(Activity) The records appear below. Report how many of their lines contain the word "check", giving the number alone.
[Start of section]
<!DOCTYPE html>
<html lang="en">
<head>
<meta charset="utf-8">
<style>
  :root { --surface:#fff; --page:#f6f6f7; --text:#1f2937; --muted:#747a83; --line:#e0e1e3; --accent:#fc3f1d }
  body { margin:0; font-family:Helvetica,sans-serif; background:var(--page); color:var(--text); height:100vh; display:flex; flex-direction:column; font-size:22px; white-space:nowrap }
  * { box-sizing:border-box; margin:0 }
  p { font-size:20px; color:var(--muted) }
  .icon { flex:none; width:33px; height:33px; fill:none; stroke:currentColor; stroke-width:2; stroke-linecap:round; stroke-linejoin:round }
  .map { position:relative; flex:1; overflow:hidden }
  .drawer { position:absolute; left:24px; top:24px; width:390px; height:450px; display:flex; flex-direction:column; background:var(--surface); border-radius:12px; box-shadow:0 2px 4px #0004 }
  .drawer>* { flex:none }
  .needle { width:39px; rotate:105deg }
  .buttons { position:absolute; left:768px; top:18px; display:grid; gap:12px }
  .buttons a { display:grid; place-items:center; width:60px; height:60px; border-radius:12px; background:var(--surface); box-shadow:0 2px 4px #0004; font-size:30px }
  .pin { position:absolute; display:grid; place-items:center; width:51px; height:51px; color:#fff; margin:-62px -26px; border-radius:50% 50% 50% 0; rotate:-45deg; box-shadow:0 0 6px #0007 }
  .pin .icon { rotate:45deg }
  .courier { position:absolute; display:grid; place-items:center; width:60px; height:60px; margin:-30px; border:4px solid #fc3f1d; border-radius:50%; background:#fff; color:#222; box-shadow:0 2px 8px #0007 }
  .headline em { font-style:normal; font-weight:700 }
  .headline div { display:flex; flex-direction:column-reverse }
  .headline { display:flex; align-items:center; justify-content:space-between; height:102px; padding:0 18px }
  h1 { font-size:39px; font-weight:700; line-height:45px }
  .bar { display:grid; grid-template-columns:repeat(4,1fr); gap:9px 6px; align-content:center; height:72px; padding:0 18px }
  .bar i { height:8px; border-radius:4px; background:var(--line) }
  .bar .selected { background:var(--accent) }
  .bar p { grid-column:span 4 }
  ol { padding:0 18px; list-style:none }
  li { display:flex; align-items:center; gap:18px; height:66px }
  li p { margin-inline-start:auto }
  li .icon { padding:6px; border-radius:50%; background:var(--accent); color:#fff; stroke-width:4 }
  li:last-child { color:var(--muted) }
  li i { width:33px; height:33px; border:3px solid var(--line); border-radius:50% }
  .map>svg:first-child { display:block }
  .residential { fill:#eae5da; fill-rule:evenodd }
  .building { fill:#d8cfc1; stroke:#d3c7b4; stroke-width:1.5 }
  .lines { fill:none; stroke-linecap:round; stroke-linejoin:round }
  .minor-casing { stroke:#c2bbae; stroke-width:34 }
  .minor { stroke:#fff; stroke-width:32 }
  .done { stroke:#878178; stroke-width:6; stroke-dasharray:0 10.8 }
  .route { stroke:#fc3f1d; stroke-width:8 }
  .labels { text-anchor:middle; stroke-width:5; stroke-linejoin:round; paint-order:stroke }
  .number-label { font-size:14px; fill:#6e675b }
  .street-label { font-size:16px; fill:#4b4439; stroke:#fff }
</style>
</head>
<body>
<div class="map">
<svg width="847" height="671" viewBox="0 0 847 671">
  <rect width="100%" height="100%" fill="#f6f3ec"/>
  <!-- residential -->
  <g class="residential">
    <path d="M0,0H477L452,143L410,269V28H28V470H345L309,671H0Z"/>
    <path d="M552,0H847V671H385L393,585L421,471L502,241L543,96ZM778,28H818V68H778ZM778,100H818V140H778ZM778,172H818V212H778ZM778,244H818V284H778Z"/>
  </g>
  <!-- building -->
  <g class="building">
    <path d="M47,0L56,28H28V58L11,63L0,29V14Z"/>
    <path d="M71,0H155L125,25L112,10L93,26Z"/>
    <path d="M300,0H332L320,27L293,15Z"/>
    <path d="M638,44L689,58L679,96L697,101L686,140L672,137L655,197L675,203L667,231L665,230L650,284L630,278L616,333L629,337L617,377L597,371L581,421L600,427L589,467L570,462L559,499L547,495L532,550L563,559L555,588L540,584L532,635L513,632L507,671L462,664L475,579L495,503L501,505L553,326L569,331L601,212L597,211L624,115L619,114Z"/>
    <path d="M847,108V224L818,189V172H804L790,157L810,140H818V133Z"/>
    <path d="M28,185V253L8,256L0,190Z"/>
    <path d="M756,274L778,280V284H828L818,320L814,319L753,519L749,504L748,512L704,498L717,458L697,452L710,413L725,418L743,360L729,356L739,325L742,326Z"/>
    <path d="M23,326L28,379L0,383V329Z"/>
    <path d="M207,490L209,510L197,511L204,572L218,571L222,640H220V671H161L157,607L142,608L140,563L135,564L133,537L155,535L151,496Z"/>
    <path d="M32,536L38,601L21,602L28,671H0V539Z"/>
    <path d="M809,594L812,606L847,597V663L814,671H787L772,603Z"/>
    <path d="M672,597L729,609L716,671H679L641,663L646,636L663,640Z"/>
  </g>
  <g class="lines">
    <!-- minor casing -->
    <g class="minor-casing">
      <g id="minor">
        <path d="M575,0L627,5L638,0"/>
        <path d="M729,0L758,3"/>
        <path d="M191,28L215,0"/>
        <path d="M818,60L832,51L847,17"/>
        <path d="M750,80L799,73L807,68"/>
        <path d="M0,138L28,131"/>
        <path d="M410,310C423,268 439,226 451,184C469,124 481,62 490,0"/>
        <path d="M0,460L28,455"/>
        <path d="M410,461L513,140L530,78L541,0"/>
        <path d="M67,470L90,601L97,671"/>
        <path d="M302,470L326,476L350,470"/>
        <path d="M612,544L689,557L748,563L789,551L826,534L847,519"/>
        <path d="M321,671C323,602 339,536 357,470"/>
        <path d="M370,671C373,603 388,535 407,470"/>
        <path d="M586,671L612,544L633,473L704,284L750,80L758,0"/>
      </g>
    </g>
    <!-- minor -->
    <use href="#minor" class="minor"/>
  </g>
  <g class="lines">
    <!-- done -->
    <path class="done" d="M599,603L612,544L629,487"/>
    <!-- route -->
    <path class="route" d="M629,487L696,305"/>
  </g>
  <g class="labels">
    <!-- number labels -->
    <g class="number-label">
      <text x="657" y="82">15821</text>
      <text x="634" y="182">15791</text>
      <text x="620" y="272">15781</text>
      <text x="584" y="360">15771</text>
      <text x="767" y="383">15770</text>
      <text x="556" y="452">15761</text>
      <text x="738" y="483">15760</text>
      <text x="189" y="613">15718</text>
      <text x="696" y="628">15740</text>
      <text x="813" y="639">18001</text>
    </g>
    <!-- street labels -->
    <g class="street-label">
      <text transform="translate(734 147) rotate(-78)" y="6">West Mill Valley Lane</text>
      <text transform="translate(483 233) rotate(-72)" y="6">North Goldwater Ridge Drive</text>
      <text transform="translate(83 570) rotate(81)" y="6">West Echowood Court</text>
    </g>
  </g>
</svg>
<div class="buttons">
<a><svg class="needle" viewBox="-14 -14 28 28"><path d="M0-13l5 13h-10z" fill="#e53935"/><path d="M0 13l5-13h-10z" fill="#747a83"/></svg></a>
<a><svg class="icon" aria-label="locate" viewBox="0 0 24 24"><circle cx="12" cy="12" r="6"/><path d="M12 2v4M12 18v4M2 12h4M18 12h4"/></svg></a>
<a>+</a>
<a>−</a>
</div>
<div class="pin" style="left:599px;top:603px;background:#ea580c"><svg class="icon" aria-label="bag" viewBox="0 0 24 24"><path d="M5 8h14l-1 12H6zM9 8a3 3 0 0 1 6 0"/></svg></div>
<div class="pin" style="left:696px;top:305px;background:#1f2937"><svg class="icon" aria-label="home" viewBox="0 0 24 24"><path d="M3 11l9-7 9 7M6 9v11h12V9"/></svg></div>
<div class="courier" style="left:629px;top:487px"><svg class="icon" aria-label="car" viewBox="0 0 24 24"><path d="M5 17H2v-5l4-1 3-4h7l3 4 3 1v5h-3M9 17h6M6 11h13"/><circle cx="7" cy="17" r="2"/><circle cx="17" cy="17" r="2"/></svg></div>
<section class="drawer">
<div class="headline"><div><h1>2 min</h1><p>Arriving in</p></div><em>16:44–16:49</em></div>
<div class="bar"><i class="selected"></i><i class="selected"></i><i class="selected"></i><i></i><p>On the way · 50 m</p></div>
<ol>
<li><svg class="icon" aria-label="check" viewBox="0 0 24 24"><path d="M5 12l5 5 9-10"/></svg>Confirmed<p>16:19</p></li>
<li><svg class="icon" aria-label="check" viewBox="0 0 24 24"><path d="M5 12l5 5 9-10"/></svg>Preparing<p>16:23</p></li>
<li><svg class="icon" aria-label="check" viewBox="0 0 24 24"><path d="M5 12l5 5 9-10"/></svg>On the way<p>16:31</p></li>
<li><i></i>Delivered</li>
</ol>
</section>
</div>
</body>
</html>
[End of section]
(Response to the exercise) 3